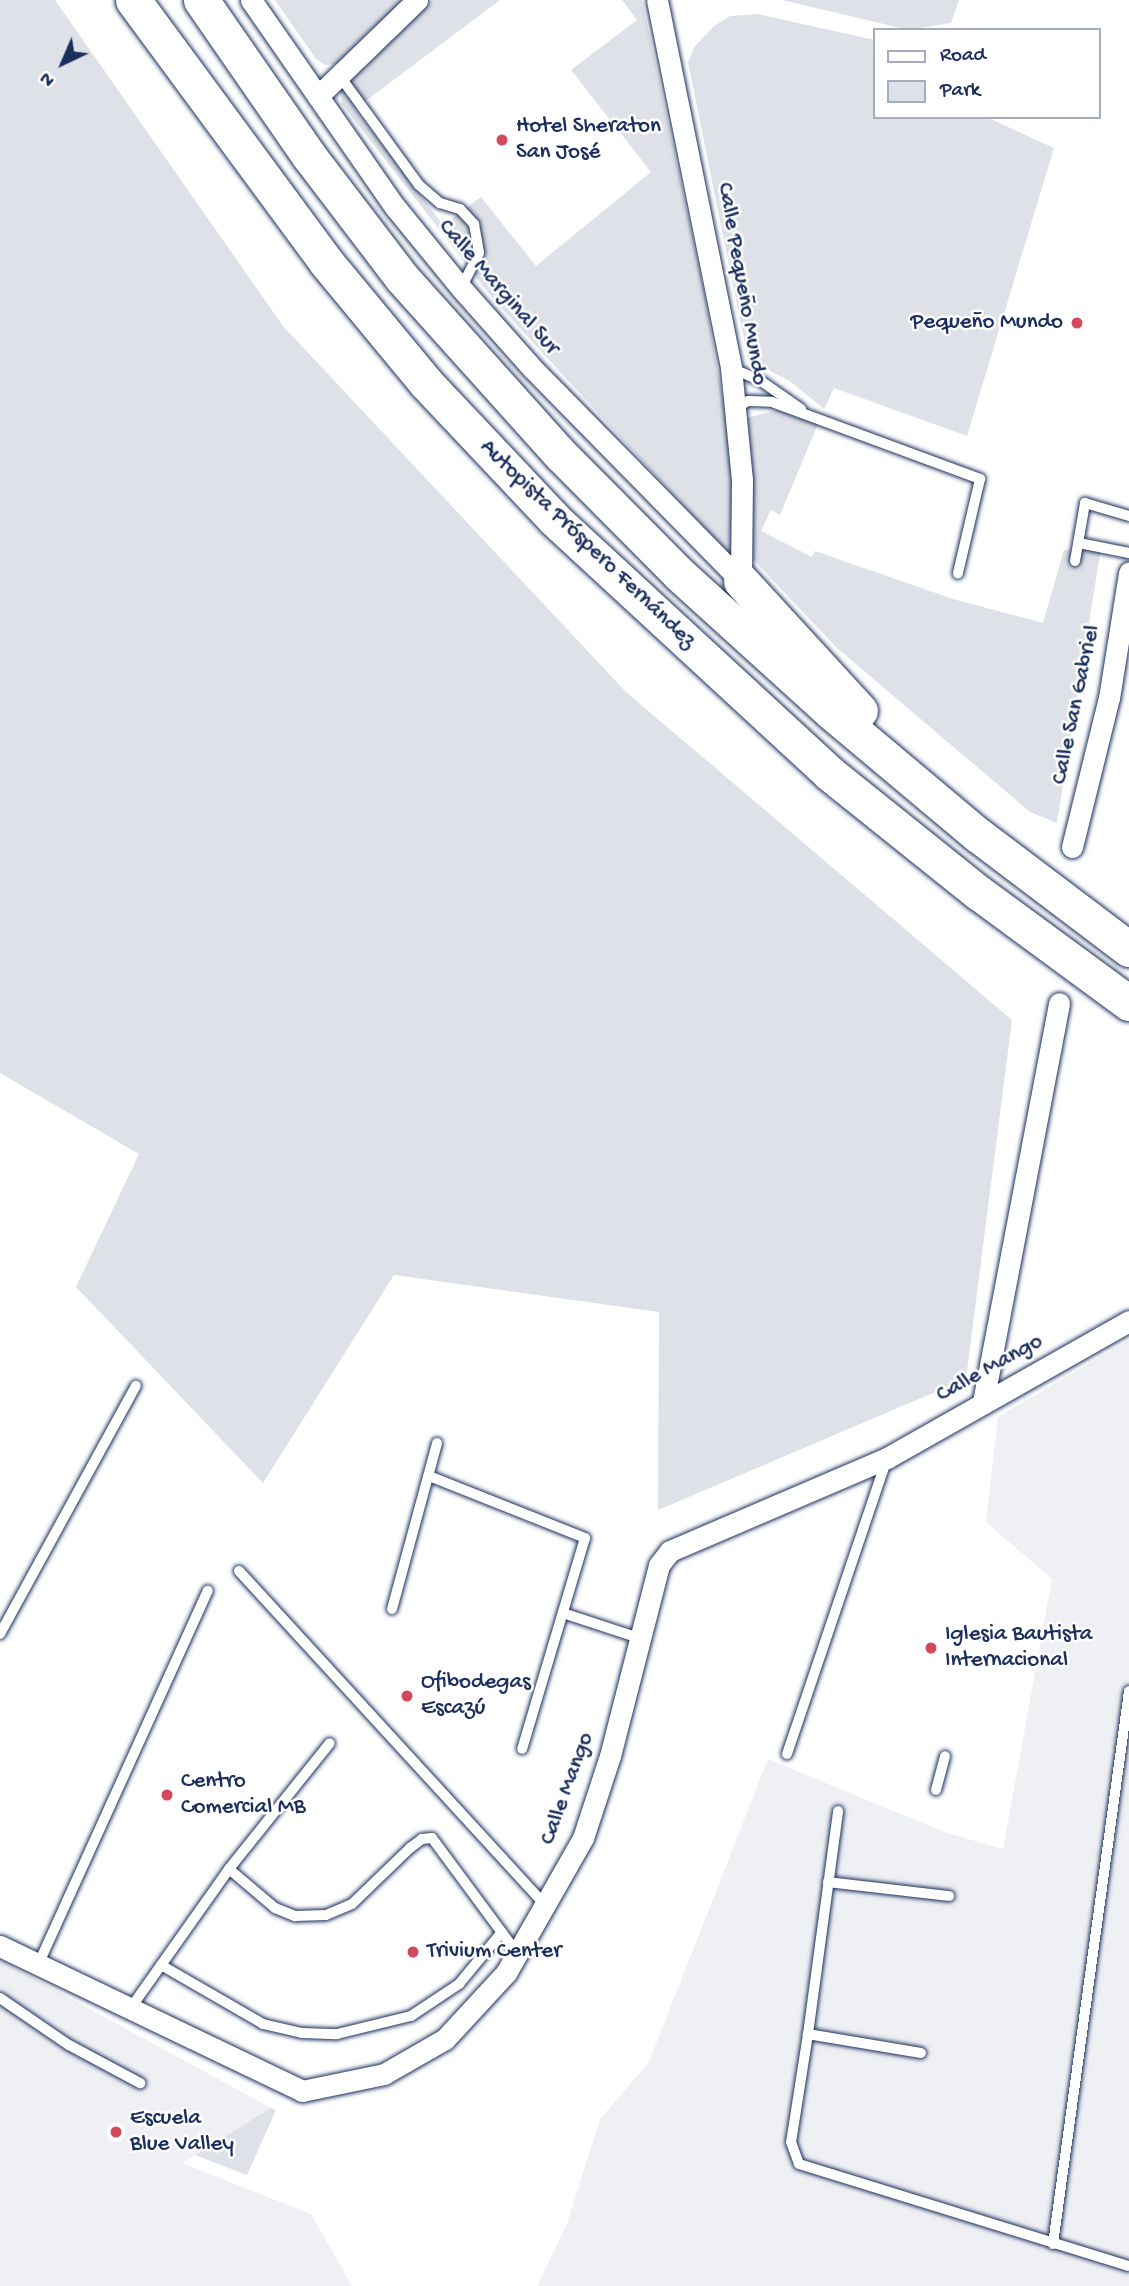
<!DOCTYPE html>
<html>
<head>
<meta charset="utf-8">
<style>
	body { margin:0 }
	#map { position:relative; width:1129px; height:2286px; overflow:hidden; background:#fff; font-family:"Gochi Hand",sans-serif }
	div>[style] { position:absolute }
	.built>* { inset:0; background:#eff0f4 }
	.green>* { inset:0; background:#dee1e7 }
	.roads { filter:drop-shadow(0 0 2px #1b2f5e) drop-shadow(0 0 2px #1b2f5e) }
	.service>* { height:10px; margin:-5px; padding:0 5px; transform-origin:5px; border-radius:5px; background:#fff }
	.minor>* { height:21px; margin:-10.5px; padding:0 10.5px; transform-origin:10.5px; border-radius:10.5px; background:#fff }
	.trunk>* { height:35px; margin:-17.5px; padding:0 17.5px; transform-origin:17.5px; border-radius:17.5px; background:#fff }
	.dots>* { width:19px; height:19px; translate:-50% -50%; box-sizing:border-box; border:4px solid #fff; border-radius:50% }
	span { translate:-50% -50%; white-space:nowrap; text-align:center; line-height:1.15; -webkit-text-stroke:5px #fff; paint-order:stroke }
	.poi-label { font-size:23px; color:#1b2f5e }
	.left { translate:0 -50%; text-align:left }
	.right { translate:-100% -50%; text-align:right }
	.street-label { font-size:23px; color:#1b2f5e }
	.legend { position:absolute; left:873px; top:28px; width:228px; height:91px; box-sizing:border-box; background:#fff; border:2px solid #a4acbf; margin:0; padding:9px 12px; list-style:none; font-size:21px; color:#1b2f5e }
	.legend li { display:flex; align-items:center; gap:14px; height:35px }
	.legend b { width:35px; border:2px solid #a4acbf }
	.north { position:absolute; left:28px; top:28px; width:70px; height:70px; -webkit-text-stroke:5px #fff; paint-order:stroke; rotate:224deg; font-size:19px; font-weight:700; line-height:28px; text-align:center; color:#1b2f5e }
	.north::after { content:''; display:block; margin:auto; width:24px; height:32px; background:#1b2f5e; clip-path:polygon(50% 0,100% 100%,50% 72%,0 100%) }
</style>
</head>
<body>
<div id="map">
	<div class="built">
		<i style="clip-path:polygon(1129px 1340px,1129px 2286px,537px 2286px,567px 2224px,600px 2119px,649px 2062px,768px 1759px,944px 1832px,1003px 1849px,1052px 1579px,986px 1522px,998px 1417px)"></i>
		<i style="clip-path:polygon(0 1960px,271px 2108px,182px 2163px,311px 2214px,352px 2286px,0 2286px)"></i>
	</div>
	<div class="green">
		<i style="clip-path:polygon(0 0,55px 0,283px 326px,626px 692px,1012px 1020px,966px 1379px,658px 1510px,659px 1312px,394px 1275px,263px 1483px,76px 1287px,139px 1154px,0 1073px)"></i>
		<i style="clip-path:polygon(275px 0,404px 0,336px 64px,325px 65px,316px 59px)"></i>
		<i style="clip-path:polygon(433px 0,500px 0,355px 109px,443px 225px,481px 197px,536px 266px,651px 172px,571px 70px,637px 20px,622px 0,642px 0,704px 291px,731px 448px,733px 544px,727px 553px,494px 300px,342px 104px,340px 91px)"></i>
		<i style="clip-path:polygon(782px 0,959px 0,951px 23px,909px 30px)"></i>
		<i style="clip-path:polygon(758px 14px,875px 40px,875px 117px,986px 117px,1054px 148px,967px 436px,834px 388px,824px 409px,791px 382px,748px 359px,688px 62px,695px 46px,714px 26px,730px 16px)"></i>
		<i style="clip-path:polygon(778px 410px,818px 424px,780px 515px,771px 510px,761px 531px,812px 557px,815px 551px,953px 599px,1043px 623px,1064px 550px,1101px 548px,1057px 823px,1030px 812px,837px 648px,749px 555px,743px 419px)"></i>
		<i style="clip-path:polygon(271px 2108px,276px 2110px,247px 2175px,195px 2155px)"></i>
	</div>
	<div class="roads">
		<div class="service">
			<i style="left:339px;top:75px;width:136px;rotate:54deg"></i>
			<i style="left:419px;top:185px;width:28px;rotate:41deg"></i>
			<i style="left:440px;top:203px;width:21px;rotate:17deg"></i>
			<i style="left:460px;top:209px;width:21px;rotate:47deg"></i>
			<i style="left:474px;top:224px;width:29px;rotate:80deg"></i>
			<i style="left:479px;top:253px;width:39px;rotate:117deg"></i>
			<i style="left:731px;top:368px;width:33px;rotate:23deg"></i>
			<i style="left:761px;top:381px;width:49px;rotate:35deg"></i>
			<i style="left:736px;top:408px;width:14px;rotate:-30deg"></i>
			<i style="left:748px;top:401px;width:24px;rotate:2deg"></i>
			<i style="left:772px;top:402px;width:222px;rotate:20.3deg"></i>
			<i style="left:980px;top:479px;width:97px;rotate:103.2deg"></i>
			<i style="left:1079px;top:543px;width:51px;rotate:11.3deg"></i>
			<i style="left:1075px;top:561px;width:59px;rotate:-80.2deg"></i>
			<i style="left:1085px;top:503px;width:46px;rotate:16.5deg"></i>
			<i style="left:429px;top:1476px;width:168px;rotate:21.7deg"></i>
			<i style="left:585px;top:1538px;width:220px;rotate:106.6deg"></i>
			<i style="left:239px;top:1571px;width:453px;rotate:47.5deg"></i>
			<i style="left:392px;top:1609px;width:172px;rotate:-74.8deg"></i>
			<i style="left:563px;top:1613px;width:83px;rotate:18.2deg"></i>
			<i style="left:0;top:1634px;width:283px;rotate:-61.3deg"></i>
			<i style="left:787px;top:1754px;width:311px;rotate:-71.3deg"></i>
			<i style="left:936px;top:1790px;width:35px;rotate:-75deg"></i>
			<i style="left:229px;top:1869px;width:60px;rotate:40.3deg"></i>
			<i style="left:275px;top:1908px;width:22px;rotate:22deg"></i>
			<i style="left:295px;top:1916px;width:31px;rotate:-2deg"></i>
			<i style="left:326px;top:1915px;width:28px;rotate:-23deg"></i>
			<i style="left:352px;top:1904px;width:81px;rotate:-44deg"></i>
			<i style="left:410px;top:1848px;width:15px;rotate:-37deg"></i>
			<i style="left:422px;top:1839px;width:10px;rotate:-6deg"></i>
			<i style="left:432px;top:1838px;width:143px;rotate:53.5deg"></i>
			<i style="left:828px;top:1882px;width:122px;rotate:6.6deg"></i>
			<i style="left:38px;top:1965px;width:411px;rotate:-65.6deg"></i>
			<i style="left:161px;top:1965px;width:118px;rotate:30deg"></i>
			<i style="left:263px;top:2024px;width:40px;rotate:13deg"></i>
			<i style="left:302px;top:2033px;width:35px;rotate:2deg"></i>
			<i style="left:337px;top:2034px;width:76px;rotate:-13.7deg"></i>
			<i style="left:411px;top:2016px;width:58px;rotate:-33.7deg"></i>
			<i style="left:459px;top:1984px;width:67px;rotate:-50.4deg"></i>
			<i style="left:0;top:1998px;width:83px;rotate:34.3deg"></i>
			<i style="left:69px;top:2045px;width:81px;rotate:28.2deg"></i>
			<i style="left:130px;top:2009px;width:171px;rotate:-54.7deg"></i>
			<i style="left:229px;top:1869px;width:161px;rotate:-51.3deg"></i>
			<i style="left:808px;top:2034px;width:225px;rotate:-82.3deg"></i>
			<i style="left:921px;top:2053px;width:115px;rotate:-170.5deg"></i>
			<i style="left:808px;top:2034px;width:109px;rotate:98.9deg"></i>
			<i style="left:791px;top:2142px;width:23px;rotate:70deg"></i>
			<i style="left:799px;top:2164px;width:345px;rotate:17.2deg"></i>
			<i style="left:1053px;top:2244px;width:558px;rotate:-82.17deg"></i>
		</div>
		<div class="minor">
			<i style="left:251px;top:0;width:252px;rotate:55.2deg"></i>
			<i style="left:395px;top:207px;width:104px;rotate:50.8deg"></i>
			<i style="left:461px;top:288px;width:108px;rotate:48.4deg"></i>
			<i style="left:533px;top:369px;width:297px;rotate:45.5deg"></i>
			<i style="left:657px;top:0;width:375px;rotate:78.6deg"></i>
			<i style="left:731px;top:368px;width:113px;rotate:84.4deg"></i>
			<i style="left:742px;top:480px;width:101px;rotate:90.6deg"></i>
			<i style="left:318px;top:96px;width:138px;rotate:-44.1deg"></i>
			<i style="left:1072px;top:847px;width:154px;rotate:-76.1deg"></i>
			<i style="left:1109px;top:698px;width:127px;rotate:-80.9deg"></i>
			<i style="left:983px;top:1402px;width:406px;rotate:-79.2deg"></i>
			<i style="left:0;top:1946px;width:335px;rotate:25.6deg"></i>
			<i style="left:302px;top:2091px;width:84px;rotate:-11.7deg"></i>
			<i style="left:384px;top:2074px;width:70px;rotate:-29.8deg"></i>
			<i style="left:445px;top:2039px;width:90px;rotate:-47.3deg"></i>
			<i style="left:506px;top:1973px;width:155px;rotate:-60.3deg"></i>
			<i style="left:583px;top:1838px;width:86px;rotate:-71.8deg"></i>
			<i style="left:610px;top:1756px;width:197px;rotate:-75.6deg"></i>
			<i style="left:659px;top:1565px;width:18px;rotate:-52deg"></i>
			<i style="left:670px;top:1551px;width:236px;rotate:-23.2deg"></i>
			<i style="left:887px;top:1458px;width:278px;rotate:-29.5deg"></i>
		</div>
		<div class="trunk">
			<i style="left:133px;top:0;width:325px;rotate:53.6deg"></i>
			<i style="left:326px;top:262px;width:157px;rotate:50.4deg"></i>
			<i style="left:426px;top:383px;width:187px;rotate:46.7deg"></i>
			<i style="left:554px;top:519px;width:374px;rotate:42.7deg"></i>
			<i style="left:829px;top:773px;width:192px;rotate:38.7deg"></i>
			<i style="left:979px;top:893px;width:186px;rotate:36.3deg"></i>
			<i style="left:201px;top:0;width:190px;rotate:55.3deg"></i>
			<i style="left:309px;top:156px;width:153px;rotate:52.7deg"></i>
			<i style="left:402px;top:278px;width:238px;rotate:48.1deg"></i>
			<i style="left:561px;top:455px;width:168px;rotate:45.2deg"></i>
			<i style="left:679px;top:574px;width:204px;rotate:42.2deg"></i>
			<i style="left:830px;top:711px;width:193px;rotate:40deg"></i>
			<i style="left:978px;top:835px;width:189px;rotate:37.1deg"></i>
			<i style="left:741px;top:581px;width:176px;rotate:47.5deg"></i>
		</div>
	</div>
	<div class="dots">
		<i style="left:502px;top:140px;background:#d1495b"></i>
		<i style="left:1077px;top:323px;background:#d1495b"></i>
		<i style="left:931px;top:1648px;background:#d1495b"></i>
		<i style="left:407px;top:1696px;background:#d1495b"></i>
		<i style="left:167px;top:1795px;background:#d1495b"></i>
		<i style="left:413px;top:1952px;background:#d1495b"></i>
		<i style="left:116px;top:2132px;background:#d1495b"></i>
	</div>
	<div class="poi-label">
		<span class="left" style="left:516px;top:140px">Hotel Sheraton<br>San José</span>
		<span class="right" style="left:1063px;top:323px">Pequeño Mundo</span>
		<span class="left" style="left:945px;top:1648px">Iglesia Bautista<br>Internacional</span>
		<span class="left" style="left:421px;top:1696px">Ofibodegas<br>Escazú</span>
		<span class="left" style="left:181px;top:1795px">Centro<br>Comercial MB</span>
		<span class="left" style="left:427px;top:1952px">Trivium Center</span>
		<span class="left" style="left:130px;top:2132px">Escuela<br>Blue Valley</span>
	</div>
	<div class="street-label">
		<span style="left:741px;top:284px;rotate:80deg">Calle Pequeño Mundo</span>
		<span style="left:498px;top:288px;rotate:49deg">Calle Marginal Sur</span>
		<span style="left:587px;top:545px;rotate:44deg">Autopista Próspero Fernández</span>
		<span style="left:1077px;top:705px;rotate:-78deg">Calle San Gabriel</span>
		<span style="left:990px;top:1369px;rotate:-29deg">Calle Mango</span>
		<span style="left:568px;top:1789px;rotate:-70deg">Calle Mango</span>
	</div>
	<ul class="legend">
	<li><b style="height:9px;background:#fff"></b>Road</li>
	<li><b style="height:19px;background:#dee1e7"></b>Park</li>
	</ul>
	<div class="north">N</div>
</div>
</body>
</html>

• **Assignment**
From the data above, reproduce word for word the lines running from the line with "position:relative; width:1129px; height:2286px;" to the line with "width:19px; height:19px; translate:-50%", ends included.

• **Task response**
	#map { position:relative; width:1129px; height:2286px; overflow:hidden; background:#fff; font-family:"Gochi Hand",sans-serif }
	div>[style] { position:absolute }
	.built>* { inset:0; background:#eff0f4 }
	.green>* { inset:0; background:#dee1e7 }
	.roads { filter:drop-shadow(0 0 2px #1b2f5e) drop-shadow(0 0 2px #1b2f5e) }
	.service>* { height:10px; margin:-5px; padding:0 5px; transform-origin:5px; border-radius:5px; background:#fff }
	.minor>* { height:21px; margin:-10.5px; padding:0 10.5px; transform-origin:10.5px; border-radius:10.5px; background:#fff }
	.trunk>* { height:35px; margin:-17.5px; padding:0 17.5px; transform-origin:17.5px; border-radius:17.5px; background:#fff }
	.dots>* { width:19px; height:19px; translate:-50% -50%; box-sizing:border-box; border:4px solid #fff; border-radius:50% }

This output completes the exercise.